Many kitchen appliances can also run off the batteries. But only one at a time. Things like the kettle, air fryer, induction cook top, and sandwich press have all been tested OK. They draw up to 1800W, for up to 15 minutes. That does hit the state of charge a little, but not enough to impact operation over night!

Electric kettle drawing ~1.8kW from battery.

I’ve run an extension lead into the kitchen so we can use appliances in a blackout or when power prices are high in the evening.

Micromanagement

My biggest problem is the urge to micromanage everything!

I’m a programmer and computer nerd, so optimising is second nature. When I can tweak settings and schedules and appliance usage to save a few Watt-Hours, its very tempting!

I. Must. Resist.

Until the day I get a hybrid inverter which dynamically controls grid, batteries and solar, I will never have a perfectly optimised system. I need to accept that better isn’t perfect. But its still better.

Do They Save Me Money?

Maybe.

If they do, it isn’t all that much using a regular energy company which charges a flat rate for consumption & export. That is around $100 per month, in Winter (and a bit less in summer).

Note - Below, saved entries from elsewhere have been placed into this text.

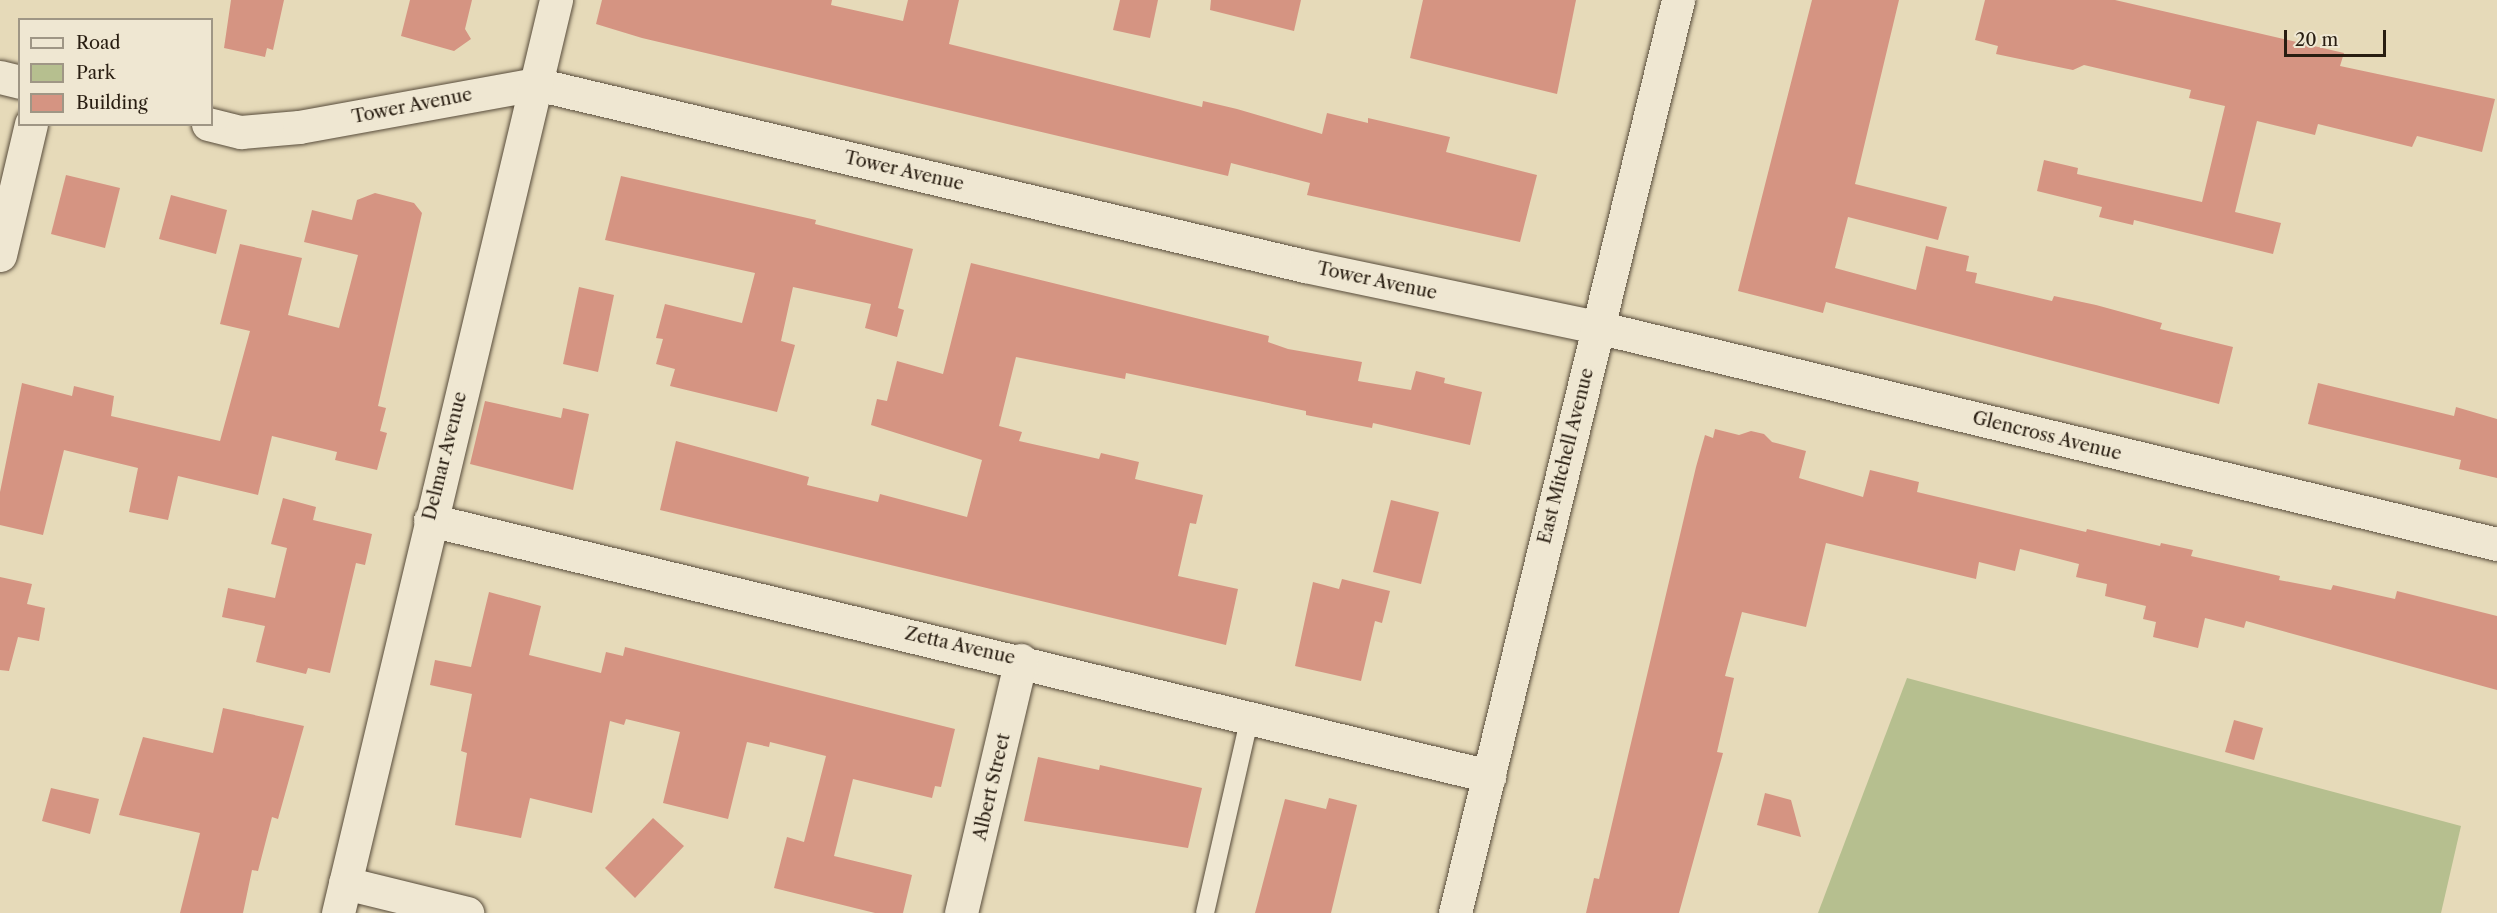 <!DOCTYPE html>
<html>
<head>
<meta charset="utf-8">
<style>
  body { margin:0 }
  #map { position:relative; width:2497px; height:913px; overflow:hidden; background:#e6dab9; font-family:"Libre Caslon Text",serif }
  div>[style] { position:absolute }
  .green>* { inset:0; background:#b6bf8f }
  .building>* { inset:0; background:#d59482 }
  .roads { filter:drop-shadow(0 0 2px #584c3b) drop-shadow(0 0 2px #584c3b) }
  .lane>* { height:18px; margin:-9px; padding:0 9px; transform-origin:9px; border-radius:9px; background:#efe7d2 }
  .street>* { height:33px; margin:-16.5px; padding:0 16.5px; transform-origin:16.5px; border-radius:16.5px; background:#efe7d2 }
  .secondary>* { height:33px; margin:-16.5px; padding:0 16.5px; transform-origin:16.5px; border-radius:16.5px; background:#efe7d2 }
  span { translate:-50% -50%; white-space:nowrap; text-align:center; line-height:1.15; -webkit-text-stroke:6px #efe7d2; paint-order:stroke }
  .street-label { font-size:18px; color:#281d11 }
  .legend { position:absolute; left:18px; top:18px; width:195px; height:108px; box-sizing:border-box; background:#efe7d2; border:2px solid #9f9685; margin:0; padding:8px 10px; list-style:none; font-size:18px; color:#281d11 }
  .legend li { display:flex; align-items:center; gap:12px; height:30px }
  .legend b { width:30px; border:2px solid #9f9685 }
  .scale { position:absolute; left:2284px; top:30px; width:102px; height:27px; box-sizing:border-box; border:3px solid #281d11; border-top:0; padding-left:8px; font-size:18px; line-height:21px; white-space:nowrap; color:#281d11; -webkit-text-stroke:4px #efe7d2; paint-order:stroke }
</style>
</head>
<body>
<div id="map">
  <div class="green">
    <i style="clip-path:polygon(1907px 678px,2461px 826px,2441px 913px,1818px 913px)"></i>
  </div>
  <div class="building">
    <i style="clip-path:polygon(231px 0,284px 0,273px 50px,267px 48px,265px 57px,224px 48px)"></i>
    <i style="clip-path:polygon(410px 0,472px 0,465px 29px,471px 39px,454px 51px,401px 36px)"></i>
    <i style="clip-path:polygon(602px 0,832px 0,831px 5px,903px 21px,908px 0,959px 0,949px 44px,1202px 107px,1203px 101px,1237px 109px,1322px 134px,1327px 113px,1368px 123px,1368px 118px,1450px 137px,1446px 152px,1537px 175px,1520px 242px,1307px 195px,1310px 183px,1231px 163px,1228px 176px,642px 38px,596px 24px)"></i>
    <i style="clip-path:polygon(1120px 0,1158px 0,1150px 38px,1113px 30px)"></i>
    <i style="clip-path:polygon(1211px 0,1301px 0,1294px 31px,1210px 10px)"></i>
    <i style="clip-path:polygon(1423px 0,1576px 0,1557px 94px,1410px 58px)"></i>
    <i style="clip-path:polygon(1812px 0,1899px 0,1855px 184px,1947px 207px,1938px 240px,1848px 217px,1835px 268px,1916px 290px,1926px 246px,1969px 256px,1966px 271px,1977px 273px,1975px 283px,2052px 301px,2054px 296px,2096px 305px,2162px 323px,2160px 329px,2233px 347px,2219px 404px,1826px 302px,1823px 313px,1738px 291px)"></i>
    <i style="clip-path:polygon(1985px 0,2115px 0,2344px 53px,2340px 66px,2495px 99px,2482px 152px,2417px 136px,2412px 147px,2318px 124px,2315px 135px,2257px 121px,2235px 212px,2281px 223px,2273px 254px,2134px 220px,2133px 225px,2099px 217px,2102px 207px,2037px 191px,2044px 160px,2078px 168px,2077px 174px,2202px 202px,2225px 106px,2189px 98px,2191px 90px,2084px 65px,2073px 70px,1996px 54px,1998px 46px,1975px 40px)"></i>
    <i style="clip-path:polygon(66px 175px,120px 188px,105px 248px,51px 234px)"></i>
    <i style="clip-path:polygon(621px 176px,816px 220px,815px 224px,913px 249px,898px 308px,904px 310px,897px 337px,865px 328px,871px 304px,793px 287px,781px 341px,795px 345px,777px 412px,670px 386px,675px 369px,656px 364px,663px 339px,656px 338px,665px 304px,742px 323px,755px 273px,605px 240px)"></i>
    <i style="clip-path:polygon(375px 193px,414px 203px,422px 213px,378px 406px,386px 408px,380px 431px,387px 433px,377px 470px,335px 460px,337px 452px,272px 436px,258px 495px,178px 476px,168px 520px,129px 512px,138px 468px,64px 450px,43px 535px,0 525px,0 492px,22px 383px,72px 396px,74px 386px,114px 396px,111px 416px,220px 441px,250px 331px,220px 324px,240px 244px,302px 258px,288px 315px,339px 328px,358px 255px,304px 242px,312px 210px,352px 220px,357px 200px)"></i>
    <i style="clip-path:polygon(171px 195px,227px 210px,216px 254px,159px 239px)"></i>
    <i style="clip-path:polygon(971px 263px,1269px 336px,1268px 342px,1288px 349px,1362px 362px,1358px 381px,1411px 390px,1416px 371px,1445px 378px,1444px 383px,1482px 392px,1470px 445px,1373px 423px,1372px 428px,1306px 415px,1306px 411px,1126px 373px,1125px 379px,1016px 357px,999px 426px,1022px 432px,1019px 441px,1099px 459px,1101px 453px,1139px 462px,1135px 479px,1203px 495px,1196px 524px,1190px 523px,1178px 576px,1238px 589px,1226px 645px,660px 510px,676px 441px,809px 477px,807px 485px,878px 502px,880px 494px,967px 517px,982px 460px,871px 425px,877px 399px,887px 401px,897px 361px,943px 374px)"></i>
    <i style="clip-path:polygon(579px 287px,614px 295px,598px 372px,563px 364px)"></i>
    <i style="clip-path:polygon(2318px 383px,2454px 416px,2456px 407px,2497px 419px,2497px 478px,2459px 469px,2461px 460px,2308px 424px)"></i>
    <i style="clip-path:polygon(485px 401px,561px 418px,563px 408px,589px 414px,573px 490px,470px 464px)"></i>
    <i style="clip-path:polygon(1715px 429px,1739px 435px,1751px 431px,1764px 434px,1772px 442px,1806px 451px,1799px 478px,1863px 497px,1870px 470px,1919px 482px,1917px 492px,2086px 532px,2087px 529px,2160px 546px,2161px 543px,2193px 550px,2191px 556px,2280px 576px,2279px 580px,2331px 590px,2333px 585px,2395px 599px,2397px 591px,2497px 616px,2497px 690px,2246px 621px,2244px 628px,2205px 618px,2198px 648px,2153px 637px,2156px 622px,2143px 619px,2146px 606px,2105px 596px,2107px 584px,2076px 577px,2079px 564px,2020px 549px,2015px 571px,1979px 562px,1976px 579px,1826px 543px,1806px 627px,1742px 612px,1725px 676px,1734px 678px,1717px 752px,1723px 753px,1679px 913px,1586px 913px,1594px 878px,1599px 879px,1696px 467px,1705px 435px,1713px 438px)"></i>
    <i style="clip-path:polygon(283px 498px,316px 507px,313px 520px,372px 534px,365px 565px,356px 563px,330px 673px,308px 668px,306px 674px,256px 662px,265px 626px,222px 617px,228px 588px,275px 598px,287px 548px,271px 544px)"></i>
    <i style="clip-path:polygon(1391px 500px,1439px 512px,1421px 584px,1373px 572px)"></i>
    <i style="clip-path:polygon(0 577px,32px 584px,27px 604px,45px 608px,39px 641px,18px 637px,9px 671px,0 670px)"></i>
    <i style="clip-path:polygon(1342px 579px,1390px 591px,1382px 623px,1375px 621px,1361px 681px,1295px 666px,1313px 582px,1339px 589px)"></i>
    <i style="clip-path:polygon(489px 592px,541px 606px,529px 655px,601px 673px,606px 652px,623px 656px,625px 647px,955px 729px,941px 787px,935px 786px,932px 798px,853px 779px,834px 856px,912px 875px,903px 913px,875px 913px,774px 888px,787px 837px,804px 842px,826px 756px,770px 742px,769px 747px,747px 742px,728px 819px,663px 803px,680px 732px,626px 719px,624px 725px,610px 721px,592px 813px,530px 798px,521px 838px,455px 825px,467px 753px,461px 751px,472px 694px,430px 685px,435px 660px,471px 667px)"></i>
    <i style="clip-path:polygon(223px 708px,304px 726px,278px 819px,272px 817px,258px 871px,252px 870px,243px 913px,180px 913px,200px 833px,119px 815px,143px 737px,213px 753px)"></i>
    <i style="clip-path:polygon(2234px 720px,2263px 728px,2254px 760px,2225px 752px)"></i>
    <i style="clip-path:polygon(1038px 757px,1099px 770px,1100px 765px,1202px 788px,1188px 848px,1024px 821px)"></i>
    <i style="clip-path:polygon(51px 788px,99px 799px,90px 834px,42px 821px)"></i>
    <i style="clip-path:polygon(1765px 793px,1791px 800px,1801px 837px,1757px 825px)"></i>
    <i style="clip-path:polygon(1329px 798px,1357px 805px,1331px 913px,1255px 913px,1285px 799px,1326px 809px)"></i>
    <i style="clip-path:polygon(653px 818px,684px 846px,635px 898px,605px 868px)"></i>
  </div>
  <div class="roads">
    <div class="lane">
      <i style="left:1205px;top:913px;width:201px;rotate:-77.1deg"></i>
    </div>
    <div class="street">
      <i style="left:0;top:77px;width:21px;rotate:14deg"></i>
      <i style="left:208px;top:124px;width:34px;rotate:14deg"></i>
      <i style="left:241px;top:132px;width:58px;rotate:-4.9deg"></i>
      <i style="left:299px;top:127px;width:241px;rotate:-10.3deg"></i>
      <i style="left:536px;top:84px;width:790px;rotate:13.32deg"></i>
      <i style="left:1305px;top:266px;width:298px;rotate:11.8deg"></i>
      <i style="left:1597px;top:327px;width:926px;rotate:13.56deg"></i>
      <i style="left:0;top:255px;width:135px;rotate:-76.7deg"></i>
      <i style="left:430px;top:520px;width:1090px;rotate:13.59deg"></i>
      <i style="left:345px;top:883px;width:126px;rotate:13.8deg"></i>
      <i style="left:338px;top:913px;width:939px;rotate:-76.57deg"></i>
      <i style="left:961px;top:913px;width:260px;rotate:-76.7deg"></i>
    </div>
    <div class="secondary">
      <i style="left:1455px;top:913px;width:940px;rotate:-76.27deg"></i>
    </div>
  </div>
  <div class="street-label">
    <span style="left:412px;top:106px;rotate:-11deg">Tower Avenue</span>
    <span style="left:904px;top:171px;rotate:13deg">Tower Avenue</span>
    <span style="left:1377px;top:281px;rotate:12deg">Tower Avenue</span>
    <span style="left:2047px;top:436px;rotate:14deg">Glencross Avenue</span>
    <span style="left:445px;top:456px;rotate:-76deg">Delmar Avenue</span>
    <span style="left:1566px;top:456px;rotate:-76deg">East Mitchell Avenue</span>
    <span style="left:960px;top:646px;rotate:13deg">Zetta Avenue</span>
    <span style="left:992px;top:787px;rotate:-77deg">Albert Street</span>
  </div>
  <ul class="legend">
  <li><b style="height:8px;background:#efe7d2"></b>Road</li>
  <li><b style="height:16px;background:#b6bf8f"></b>Park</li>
  <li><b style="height:16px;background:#d59482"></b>Building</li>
  </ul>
  <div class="scale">20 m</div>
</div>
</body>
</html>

July was my lowest consumption ever, according to my smart meter data. (Even if my usage is regularly low anyway).

July was the lowest consumption. Just.

I’m definitely being friendlier to the grid. Because I’m not drawing as much power during the dawn and dusk peak periods. And I’m drawing practically nothing over night (with the exception of ~1.2kWH to partially charge one battery).

To try and save a bit more, I have switched to Amber Electric, which passes wholesale prices onto consumers. In theory, that means charging during the day is dirt cheap (prices are low), and discharging overnight is also cheap (because batteries). We’ll see if that helps or not over the next few months.

Of course, on the day I changed to Amber, the wholesale price jumped to scary levels!!

High prices are ~$300/MWh (~$0.40/kWh). This spike was 50x the normal definition of 'high'!

So, my regular energy company would cost a few dollars per day. But the first day on Amber cost $34! On the other hand, Amber usually costs less on other days.

I know Amber is best for people who export power during the peak periods. I’m not really trying to do that, and my batteries only export by accident.

We’ll see how it all averages out.

Conclusion

I’ve purchased and installed batteries which run my low power, but long running appliances. The installation is done, it looks great, and I can run my chosen circuits on batteries alone. I’ve even switched over to a different power company.

I seem to use less power. I might even be spending less money.

I’m definitely being friendlier to the grid - avoiding using power in peak periods when prices are high.

It might also be because I’m thinking more about power and so micromanage and optimise. But I guess that’s a good thing!